Start of Information given
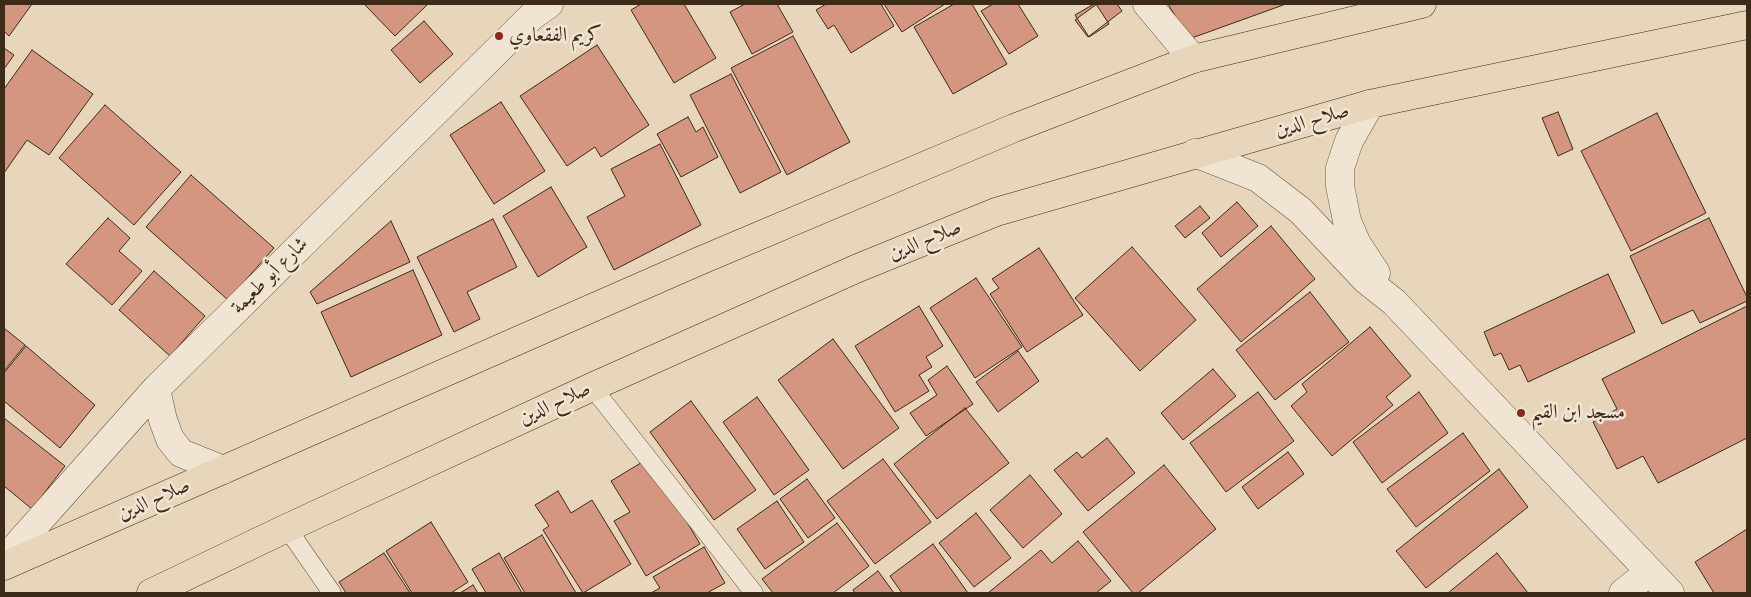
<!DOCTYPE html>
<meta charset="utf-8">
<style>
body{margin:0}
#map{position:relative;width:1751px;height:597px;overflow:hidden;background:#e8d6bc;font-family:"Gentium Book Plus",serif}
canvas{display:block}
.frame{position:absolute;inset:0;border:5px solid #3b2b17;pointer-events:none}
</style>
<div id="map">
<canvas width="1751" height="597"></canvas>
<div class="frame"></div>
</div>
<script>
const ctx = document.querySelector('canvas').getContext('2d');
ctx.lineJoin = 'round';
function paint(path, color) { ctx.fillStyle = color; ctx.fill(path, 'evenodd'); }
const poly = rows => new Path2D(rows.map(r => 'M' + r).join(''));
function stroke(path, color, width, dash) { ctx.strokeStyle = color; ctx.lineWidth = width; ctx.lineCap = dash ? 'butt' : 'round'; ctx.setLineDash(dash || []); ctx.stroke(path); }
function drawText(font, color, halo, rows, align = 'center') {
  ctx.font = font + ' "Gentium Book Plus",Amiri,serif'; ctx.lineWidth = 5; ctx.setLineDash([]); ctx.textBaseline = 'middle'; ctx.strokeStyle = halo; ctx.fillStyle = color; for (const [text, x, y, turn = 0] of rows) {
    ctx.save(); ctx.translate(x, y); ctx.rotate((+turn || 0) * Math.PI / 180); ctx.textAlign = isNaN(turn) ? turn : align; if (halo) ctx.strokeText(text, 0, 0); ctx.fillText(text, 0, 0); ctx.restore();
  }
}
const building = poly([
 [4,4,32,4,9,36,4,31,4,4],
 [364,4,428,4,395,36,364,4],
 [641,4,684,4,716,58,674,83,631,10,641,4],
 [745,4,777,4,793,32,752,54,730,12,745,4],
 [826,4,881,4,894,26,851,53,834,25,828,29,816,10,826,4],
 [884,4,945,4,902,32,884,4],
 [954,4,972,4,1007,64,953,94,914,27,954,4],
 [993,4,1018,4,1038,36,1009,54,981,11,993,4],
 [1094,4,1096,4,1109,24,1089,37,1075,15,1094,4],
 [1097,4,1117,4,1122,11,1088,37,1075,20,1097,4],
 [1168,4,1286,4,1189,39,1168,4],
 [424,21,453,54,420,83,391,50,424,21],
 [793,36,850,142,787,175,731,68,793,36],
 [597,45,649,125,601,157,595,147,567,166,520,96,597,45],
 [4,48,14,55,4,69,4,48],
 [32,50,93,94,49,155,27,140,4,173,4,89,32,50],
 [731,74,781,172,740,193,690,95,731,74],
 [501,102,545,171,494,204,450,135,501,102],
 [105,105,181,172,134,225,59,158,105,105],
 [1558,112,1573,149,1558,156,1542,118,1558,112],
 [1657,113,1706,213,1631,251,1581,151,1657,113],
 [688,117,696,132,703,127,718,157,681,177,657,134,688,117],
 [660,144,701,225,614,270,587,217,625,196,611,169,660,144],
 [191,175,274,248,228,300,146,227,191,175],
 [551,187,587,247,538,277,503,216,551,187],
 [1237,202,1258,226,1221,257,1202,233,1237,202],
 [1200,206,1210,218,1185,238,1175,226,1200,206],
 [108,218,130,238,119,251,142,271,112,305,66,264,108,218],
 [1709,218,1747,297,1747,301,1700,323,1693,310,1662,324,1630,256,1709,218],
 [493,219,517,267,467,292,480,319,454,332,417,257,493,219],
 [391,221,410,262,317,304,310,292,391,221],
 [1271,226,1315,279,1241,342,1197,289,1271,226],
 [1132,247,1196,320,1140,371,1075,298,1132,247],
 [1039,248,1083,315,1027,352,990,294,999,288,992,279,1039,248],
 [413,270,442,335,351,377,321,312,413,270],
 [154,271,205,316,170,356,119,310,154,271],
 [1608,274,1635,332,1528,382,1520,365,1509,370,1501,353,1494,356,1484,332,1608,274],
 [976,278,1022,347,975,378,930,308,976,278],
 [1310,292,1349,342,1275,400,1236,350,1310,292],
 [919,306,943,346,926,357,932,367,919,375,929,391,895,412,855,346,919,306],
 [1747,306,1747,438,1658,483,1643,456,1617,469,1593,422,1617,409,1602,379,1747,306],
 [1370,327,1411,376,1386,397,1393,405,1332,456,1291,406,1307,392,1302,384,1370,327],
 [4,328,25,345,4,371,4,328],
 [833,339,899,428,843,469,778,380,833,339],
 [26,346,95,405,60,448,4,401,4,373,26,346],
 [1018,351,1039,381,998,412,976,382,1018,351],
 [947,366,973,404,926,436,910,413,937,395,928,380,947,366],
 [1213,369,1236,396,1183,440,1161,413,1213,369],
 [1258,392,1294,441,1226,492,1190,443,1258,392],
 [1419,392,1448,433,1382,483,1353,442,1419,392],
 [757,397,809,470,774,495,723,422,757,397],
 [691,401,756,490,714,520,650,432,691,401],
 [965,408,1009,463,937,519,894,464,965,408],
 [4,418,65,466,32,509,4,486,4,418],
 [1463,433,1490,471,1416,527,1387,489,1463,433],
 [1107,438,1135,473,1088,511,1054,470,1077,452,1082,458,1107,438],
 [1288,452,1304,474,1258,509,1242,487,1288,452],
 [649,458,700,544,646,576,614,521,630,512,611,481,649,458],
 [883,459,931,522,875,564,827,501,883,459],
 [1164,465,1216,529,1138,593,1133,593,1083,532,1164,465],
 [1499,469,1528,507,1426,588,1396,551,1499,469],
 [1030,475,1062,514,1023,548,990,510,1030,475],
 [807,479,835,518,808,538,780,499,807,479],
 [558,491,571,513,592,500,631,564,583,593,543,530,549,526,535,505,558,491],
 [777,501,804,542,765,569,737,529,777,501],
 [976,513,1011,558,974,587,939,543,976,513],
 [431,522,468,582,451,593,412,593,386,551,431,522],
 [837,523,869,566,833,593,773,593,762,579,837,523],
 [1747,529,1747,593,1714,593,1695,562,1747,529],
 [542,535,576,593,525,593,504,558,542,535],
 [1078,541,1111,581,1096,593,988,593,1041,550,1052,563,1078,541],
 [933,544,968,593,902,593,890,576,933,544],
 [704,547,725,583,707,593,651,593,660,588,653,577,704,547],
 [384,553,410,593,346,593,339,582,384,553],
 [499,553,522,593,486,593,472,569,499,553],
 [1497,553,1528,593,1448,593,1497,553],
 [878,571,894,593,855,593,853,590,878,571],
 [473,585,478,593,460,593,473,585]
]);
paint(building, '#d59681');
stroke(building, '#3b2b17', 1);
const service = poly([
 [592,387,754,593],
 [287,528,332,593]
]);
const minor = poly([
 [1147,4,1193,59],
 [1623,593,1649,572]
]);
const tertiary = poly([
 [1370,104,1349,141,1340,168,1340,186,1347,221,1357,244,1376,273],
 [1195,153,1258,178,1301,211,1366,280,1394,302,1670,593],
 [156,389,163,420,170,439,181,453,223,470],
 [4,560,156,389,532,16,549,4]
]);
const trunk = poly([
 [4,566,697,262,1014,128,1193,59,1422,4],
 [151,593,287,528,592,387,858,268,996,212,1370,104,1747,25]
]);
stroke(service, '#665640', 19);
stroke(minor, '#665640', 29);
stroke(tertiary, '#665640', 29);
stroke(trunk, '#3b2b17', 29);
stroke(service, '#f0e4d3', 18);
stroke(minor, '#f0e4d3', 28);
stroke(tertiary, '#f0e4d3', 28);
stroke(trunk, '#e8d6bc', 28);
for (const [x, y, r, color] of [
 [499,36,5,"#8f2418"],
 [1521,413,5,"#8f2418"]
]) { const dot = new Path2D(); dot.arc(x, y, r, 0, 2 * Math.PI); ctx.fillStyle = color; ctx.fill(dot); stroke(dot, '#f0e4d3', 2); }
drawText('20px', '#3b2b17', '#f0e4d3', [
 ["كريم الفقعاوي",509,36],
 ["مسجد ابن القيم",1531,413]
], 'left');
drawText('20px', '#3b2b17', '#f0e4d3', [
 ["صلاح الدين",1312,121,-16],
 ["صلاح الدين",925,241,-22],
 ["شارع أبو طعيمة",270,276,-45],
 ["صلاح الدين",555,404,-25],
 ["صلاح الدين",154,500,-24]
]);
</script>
End of Information given
Start of Information given
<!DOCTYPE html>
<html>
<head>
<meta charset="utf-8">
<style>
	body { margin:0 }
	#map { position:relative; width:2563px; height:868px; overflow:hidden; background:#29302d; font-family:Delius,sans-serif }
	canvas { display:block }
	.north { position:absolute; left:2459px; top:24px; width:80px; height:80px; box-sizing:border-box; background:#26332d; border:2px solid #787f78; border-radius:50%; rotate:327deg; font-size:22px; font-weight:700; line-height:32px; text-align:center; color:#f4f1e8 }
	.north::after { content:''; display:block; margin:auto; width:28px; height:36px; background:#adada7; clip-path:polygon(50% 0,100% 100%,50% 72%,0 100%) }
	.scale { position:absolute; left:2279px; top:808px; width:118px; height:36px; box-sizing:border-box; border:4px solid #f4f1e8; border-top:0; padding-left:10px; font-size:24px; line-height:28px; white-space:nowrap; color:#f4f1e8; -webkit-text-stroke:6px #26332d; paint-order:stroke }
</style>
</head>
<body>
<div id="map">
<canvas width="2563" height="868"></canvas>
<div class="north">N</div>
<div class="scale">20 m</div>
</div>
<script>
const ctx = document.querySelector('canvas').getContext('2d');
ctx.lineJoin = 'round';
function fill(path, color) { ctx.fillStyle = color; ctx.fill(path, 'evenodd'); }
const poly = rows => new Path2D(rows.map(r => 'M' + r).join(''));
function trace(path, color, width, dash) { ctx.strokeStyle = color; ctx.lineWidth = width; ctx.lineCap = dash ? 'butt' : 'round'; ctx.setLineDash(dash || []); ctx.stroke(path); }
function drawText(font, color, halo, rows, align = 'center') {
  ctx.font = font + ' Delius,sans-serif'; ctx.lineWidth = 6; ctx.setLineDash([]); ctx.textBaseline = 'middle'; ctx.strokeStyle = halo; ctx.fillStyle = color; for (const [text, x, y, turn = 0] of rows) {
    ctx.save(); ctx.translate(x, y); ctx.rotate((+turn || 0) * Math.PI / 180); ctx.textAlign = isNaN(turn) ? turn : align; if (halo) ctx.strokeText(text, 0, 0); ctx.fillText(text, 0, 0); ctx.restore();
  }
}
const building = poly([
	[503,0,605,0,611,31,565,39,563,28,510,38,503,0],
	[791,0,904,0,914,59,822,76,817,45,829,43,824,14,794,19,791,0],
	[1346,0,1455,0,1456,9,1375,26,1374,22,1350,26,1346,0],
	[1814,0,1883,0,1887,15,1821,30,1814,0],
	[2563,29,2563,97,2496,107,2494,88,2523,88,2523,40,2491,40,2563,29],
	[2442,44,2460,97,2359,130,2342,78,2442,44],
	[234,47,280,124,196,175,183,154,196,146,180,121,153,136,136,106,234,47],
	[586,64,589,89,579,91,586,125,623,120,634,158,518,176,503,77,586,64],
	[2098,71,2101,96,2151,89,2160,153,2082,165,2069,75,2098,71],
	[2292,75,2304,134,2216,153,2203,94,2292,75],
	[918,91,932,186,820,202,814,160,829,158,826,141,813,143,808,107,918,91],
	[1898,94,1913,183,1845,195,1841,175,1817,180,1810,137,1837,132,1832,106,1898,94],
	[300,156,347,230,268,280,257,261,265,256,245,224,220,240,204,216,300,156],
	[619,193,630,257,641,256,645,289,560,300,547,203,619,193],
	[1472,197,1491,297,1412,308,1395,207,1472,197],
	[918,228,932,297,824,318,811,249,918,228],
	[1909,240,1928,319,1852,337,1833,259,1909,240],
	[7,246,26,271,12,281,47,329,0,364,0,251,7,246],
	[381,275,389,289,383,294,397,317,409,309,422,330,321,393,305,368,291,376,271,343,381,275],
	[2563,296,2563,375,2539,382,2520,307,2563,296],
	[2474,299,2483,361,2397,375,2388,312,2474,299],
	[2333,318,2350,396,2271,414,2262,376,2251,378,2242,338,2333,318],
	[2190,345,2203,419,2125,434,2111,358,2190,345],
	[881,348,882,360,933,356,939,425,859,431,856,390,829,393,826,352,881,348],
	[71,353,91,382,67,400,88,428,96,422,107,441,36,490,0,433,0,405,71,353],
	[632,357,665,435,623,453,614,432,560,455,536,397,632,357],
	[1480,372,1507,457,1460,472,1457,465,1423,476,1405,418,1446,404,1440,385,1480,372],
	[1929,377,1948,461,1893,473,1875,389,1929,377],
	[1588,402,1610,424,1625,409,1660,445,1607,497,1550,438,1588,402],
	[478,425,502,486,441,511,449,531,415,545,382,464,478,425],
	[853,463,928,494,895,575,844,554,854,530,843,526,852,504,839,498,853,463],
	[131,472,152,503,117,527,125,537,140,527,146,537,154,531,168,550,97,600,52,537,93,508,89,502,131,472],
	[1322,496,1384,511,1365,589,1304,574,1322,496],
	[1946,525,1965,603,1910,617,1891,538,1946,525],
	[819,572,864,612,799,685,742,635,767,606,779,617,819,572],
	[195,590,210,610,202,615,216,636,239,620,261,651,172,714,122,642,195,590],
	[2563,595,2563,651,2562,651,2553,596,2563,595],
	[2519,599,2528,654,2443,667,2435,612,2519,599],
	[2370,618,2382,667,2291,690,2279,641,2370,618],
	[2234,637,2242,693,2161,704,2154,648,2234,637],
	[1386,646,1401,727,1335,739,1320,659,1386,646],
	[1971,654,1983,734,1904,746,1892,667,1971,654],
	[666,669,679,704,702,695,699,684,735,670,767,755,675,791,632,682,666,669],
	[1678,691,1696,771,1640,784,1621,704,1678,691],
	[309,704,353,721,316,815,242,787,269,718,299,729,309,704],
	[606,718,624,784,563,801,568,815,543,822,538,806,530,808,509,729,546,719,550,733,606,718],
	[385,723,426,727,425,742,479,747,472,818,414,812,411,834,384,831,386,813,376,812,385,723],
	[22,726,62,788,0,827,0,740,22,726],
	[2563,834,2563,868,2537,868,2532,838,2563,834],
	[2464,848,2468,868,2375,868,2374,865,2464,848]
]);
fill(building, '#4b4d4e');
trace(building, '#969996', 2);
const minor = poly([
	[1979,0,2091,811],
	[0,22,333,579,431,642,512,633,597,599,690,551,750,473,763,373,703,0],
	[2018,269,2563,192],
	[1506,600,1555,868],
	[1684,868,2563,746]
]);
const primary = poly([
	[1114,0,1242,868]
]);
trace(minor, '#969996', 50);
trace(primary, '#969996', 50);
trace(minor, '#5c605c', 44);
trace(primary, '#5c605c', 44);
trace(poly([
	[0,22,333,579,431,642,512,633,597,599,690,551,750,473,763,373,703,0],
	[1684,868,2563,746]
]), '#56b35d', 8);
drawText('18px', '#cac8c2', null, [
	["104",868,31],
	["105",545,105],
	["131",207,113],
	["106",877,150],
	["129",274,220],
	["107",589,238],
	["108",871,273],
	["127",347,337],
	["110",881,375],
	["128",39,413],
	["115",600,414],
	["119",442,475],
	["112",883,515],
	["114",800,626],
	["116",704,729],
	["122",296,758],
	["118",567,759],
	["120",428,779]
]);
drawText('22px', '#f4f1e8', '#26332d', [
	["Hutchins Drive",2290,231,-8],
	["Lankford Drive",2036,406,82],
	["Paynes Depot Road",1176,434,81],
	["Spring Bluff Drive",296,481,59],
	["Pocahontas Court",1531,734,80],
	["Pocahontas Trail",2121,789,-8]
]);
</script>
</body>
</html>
End of Information given
» Task requirements: Looking only at the data above, say how many of its lines contain the string "lineWidth", and nothing more.

» Output for this task: 4